#### TASK BRIEF:
Print the listing exactly as it stands, and skip any pictures in it.

GIVEN INFORMATION below:

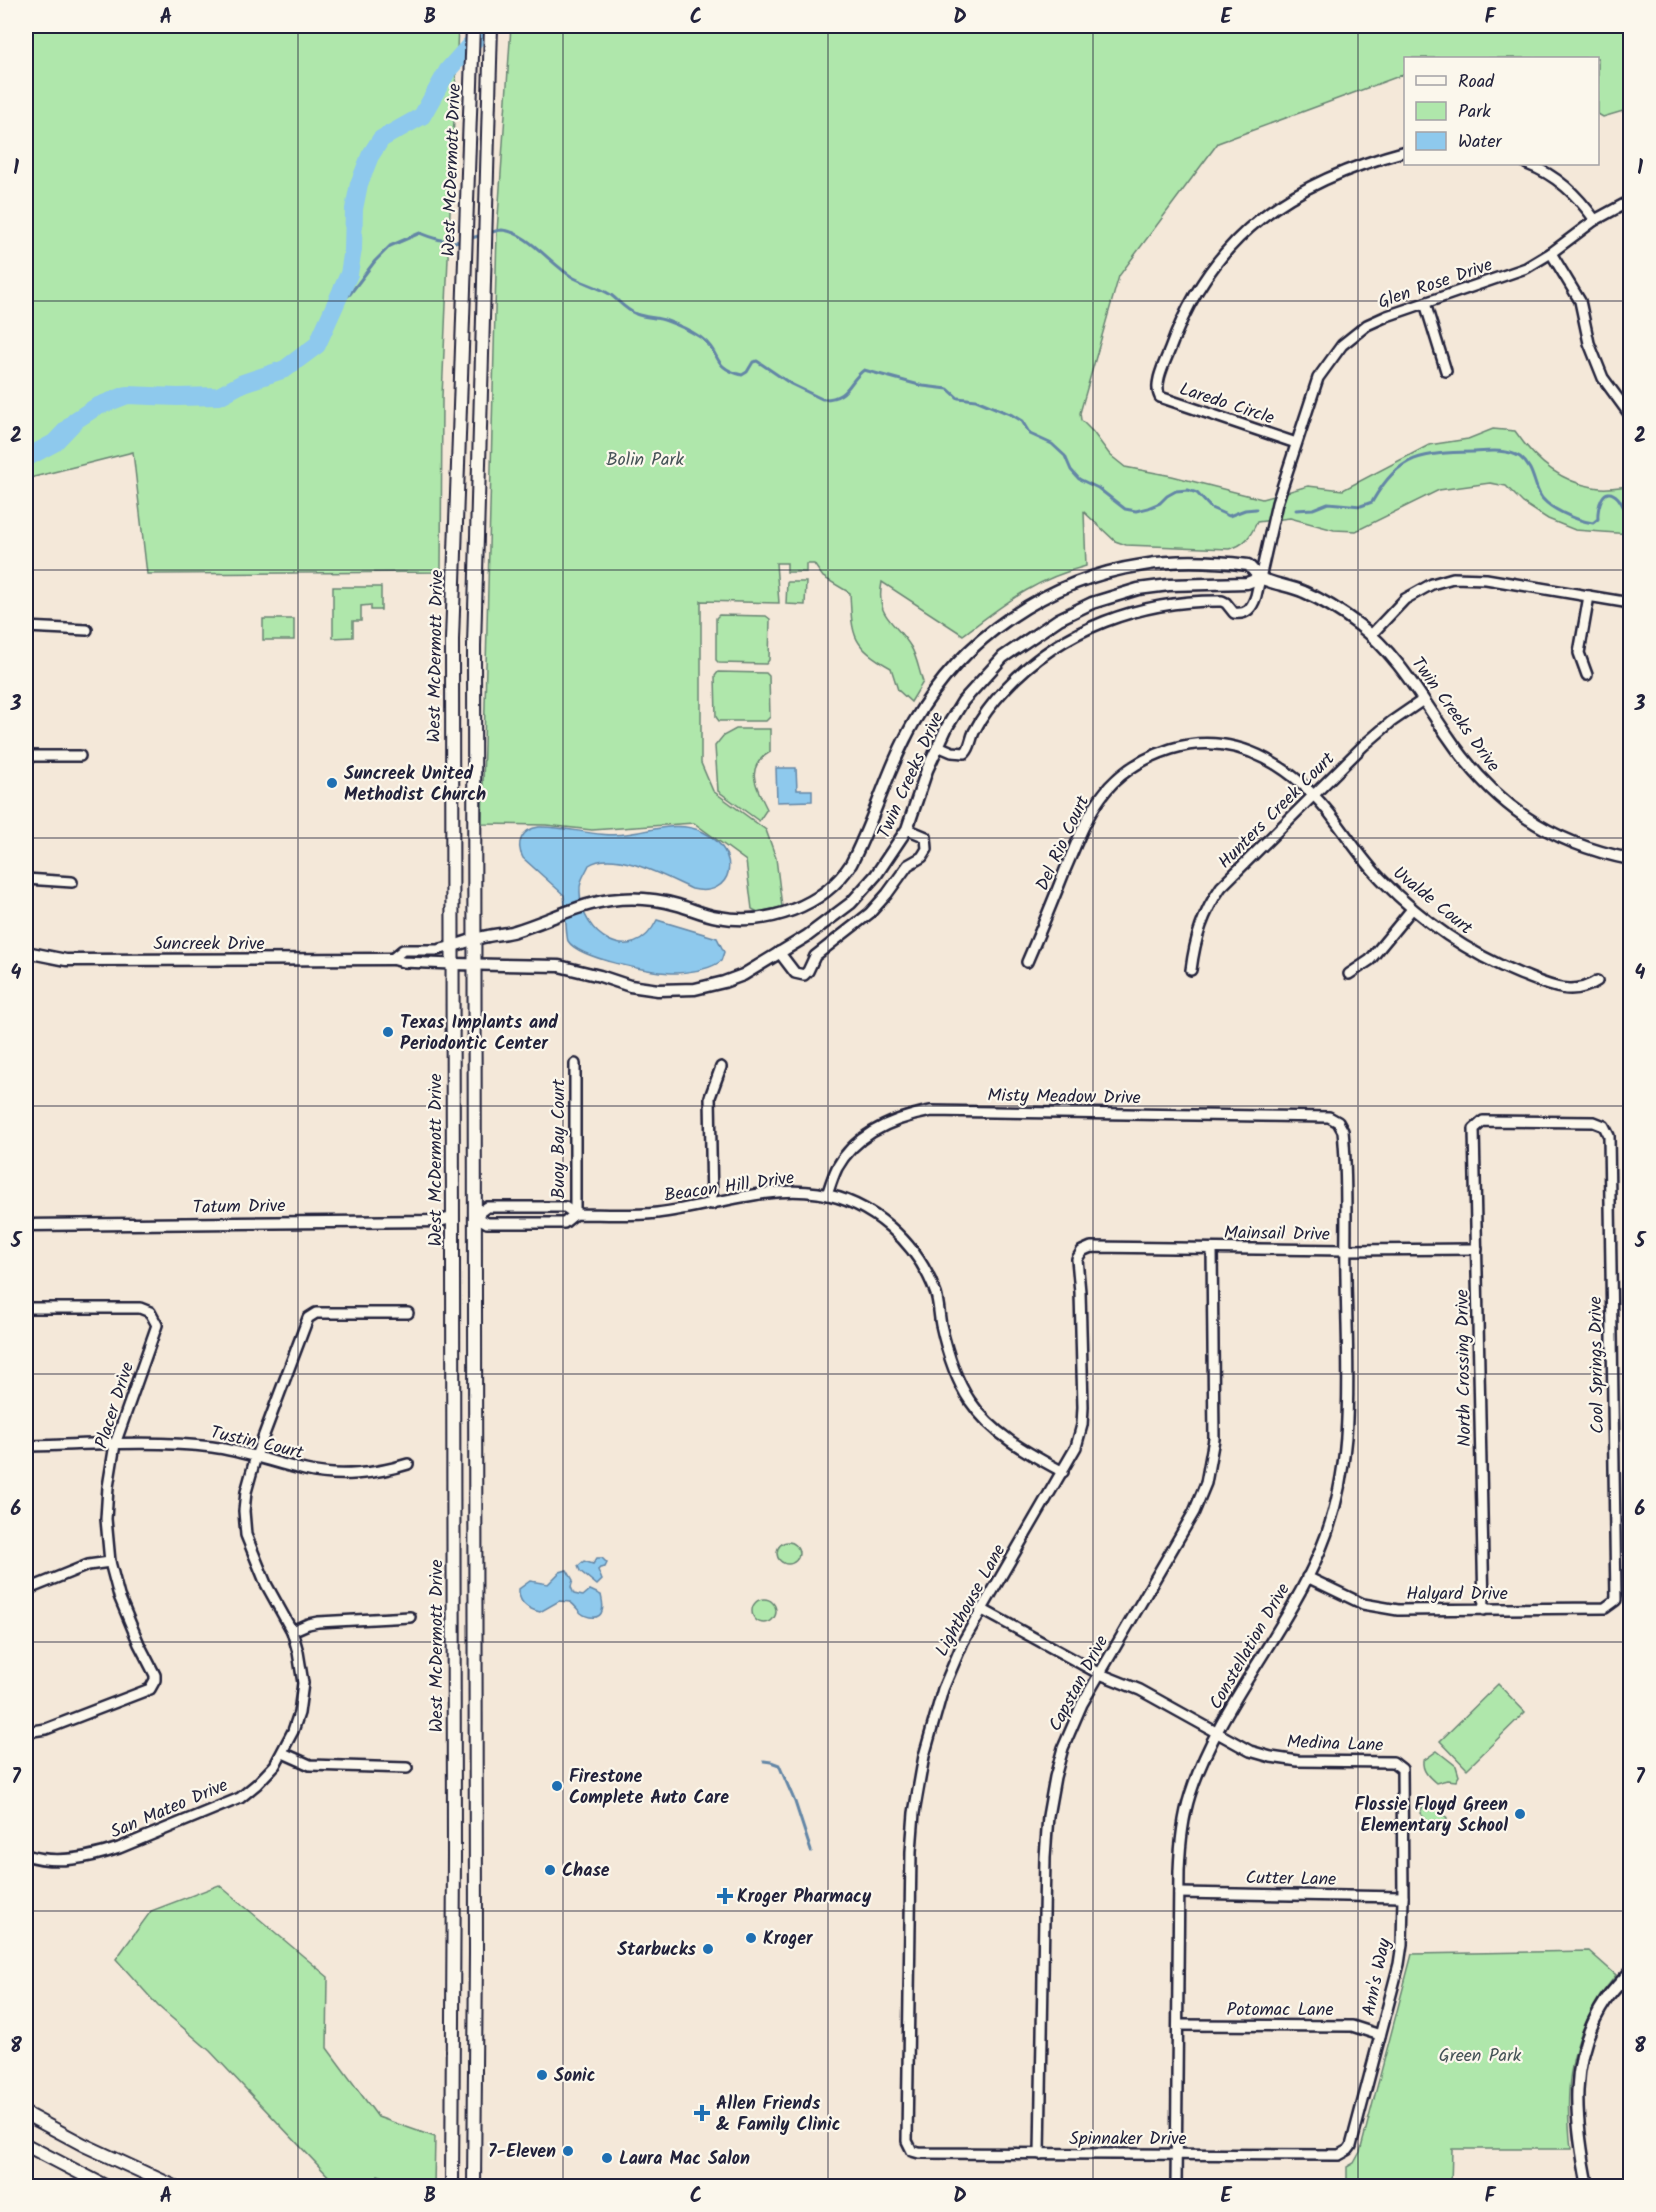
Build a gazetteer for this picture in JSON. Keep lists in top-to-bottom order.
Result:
{
  "streets": {
    "main road": ["West McDermott Drive"],
    "street": [
      "Glen Rose Drive",
      "Laredo Circle",
      "Twin Creeks Drive",
      "Hunters Creek Court",
      "Del Rio Court",
      "Uvalde Court",
      "Suncreek Drive",
      "Misty Meadow Drive",
      "Buoy Bay Court",
      "Beacon Hill Drive",
      "Tatum Drive",
      "Mainsail Drive",
      "Cool Springs Drive",
      "North Crossing Drive",
      "Placer Drive",
      "Tustin Court",
      "Halyard Drive",
      "Lighthouse Lane",
      "Constellation Drive",
      "Capstan Drive",
      "Medina Lane",
      "San Mateo Drive",
      "Cutter Lane",
      "Ann's Way",
      "Potomac Lane",
      "Spinnaker Drive"
    ]
  },
  "crossings": [
    ["West McDermott Drive", "Twin Creeks Drive"],
    ["West McDermott Drive", "Suncreek Drive"],
    ["West McDermott Drive", "Beacon Hill Drive"],
    ["West McDermott Drive", "Tatum Drive"],
    ["Glen Rose Drive", "Laredo Circle"],
    ["Glen Rose Drive", "Twin Creeks Drive"],
    ["Twin Creeks Drive", "Hunters Creek Court"],
    ["Twin Creeks Drive", "Suncreek Drive"],
    ["Hunters Creek Court", "Del Rio Court"],
    ["Hunters Creek Court", "Uvalde Court"],
    ["Del Rio Court", "Uvalde Court"],
    ["Misty Meadow Drive", "Beacon Hill Drive"],
    ["Misty Meadow Drive", "Constellation Drive"],
    ["Buoy Bay Court", "Beacon Hill Drive"],
    ["Beacon Hill Drive", "Lighthouse Lane"],
    ["Mainsail Drive", "North Crossing Drive"],
    ["Mainsail Drive", "Lighthouse Lane"],
    ["Mainsail Drive", "Constellation Drive"],
    ["Mainsail Drive", "Capstan Drive"],
    ["Cool Springs Drive", "North Crossing Drive"],
    ["Cool Springs Drive", "Halyard Drive"],
    ["North Crossing Drive", "Halyard Drive"],
    ["Placer Drive", "Tustin Court"],
    ["Tustin Court", "San Mateo Drive"],
    ["Halyard Drive", "Constellation Drive"],
    ["Lighthouse Lane", "Medina Lane"],
    ["Lighthouse Lane", "Spinnaker Drive"],
    ["Constellation Drive", "Medina Lane"],
    ["Constellation Drive", "Cutter Lane"],
    ["Constellation Drive", "Potomac Lane"],
    ["Constellation Drive", "Spinnaker Drive"],
    ["Capstan Drive", "Medina Lane"],
    ["Capstan Drive", "Spinnaker Drive"],
    ["Medina Lane", "Ann's Way"],
    ["Cutter Lane", "Ann's Way"],
    ["Ann's Way", "Potomac Lane"],
    ["Ann's Way", "Spinnaker Drive"]
  ],
  "parks": ["Bolin Park", "Green Park"],
  "places": {
    "other": [
      "Suncreek United Methodist Church",
      "Texas Implants and Periodontic Center",
      "Firestone Complete Auto Care",
      "Flossie Floyd Green Elementary School",
      "Chase",
      "Kroger",
      "Starbucks",
      "Sonic",
      "7-Eleven",
      "Laura Mac Salon"
    ],
    "health": ["Kroger Pharmacy", "Allen Friends & Family Clinic"]
  },
  "legend": ["Road", "Park", "Water"],
  "grid": {
    "columns": [
      "A",
      "B",
      "C",
      "D",
      "E",
      "F"
    ],
    "rows": [
      "1",
      "2",
      "3",
      "4",
      "5",
      "6",
      "7",
      "8"
    ]
  }
}
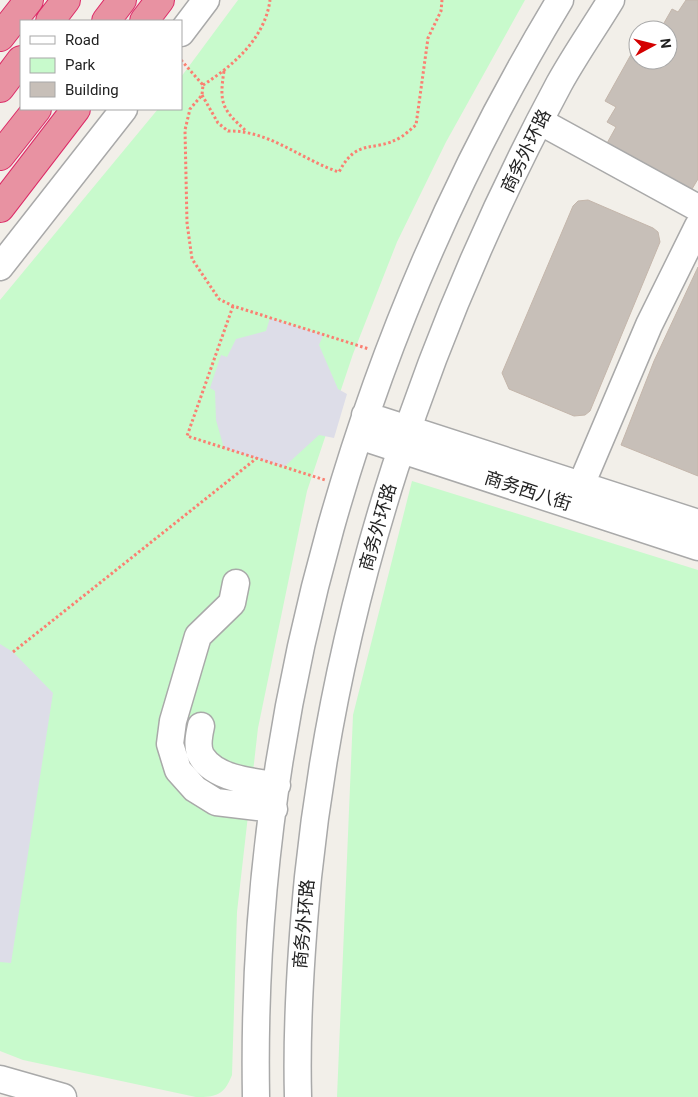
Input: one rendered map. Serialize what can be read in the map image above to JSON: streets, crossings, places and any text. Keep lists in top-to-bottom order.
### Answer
{
  "streets": {
    "street": ["商务外环路", "商务西八街"]
  },
  "crossings": [
    ["商务外环路", "商务西八街"]
  ],
  "legend": ["Road", "Park", "Building"],
  "north": "right"
}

End of GIVEN INFORMATION.

#### OUTPUT FOR THIS TASK:
Build a gazetteer for this picture in JSON. Keep lists in top-to-bottom order.
Result:
{
  "streets": {
    "main road": ["West McDermott Drive"],
    "street": [
      "Glen Rose Drive",
      "Laredo Circle",
      "Twin Creeks Drive",
      "Hunters Creek Court",
      "Del Rio Court",
      "Uvalde Court",
      "Suncreek Drive",
      "Misty Meadow Drive",
      "Buoy Bay Court",
      "Beacon Hill Drive",
      "Tatum Drive",
      "Mainsail Drive",
      "Cool Springs Drive",
      "North Crossing Drive",
      "Placer Drive",
      "Tustin Court",
      "Halyard Drive",
      "Lighthouse Lane",
      "Constellation Drive",
      "Capstan Drive",
      "Medina Lane",
      "San Mateo Drive",
      "Cutter Lane",
      "Ann's Way",
      "Potomac Lane",
      "Spinnaker Drive"
    ]
  },
  "crossings": [
    ["West McDermott Drive", "Twin Creeks Drive"],
    ["West McDermott Drive", "Suncreek Drive"],
    ["West McDermott Drive", "Beacon Hill Drive"],
    ["West McDermott Drive", "Tatum Drive"],
    ["Glen Rose Drive", "Laredo Circle"],
    ["Glen Rose Drive", "Twin Creeks Drive"],
    ["Twin Creeks Drive", "Hunters Creek Court"],
    ["Twin Creeks Drive", "Suncreek Drive"],
    ["Hunters Creek Court", "Del Rio Court"],
    ["Hunters Creek Court", "Uvalde Court"],
    ["Del Rio Court", "Uvalde Court"],
    ["Misty Meadow Drive", "Beacon Hill Drive"],
    ["Misty Meadow Drive", "Constellation Drive"],
    ["Buoy Bay Court", "Beacon Hill Drive"],
    ["Beacon Hill Drive", "Lighthouse Lane"],
    ["Mainsail Drive", "North Crossing Drive"],
    ["Mainsail Drive", "Lighthouse Lane"],
    ["Mainsail Drive", "Constellation Drive"],
    ["Mainsail Drive", "Capstan Drive"],
    ["Cool Springs Drive", "North Crossing Drive"],
    ["Cool Springs Drive", "Halyard Drive"],
    ["North Crossing Drive", "Halyard Drive"],
    ["Placer Drive", "Tustin Court"],
    ["Tustin Court", "San Mateo Drive"],
    ["Halyard Drive", "Constellation Drive"],
    ["Lighthouse Lane", "Medina Lane"],
    ["Lighthouse Lane", "Spinnaker Drive"],
    ["Constellation Drive", "Medina Lane"],
    ["Constellation Drive", "Cutter Lane"],
    ["Constellation Drive", "Potomac Lane"],
    ["Constellation Drive", "Spinnaker Drive"],
    ["Capstan Drive", "Medina Lane"],
    ["Capstan Drive", "Spinnaker Drive"],
    ["Medina Lane", "Ann's Way"],
    ["Cutter Lane", "Ann's Way"],
    ["Ann's Way", "Potomac Lane"],
    ["Ann's Way", "Spinnaker Drive"]
  ],
  "parks": ["Bolin Park", "Green Park"],
  "places": {
    "other": [
      "Suncreek United Methodist Church",
      "Texas Implants and Periodontic Center",
      "Firestone Complete Auto Care",
      "Flossie Floyd Green Elementary School",
      "Chase",
      "Kroger",
      "Starbucks",
      "Sonic",
      "7-Eleven",
      "Laura Mac Salon"
    ],
    "health": ["Kroger Pharmacy", "Allen Friends & Family Clinic"]
  },
  "legend": ["Road", "Park", "Water"],
  "grid": {
    "columns": [
      "A",
      "B",
      "C",
      "D",
      "E",
      "F"
    ],
    "rows": [
      "1",
      "2",
      "3",
      "4",
      "5",
      "6",
      "7",
      "8"
    ]
  }
}
Input: one rendered map. Serialize what can be read in the map image above to JSON: streets, crossings, places and any text. Keep lists in top-to-bottom order.
### Answer
{
  "streets": {
    "street": ["商务外环路", "商务西八街"]
  },
  "crossings": [
    ["商务外环路", "商务西八街"]
  ],
  "legend": ["Road", "Park", "Building"],
  "north": "right"
}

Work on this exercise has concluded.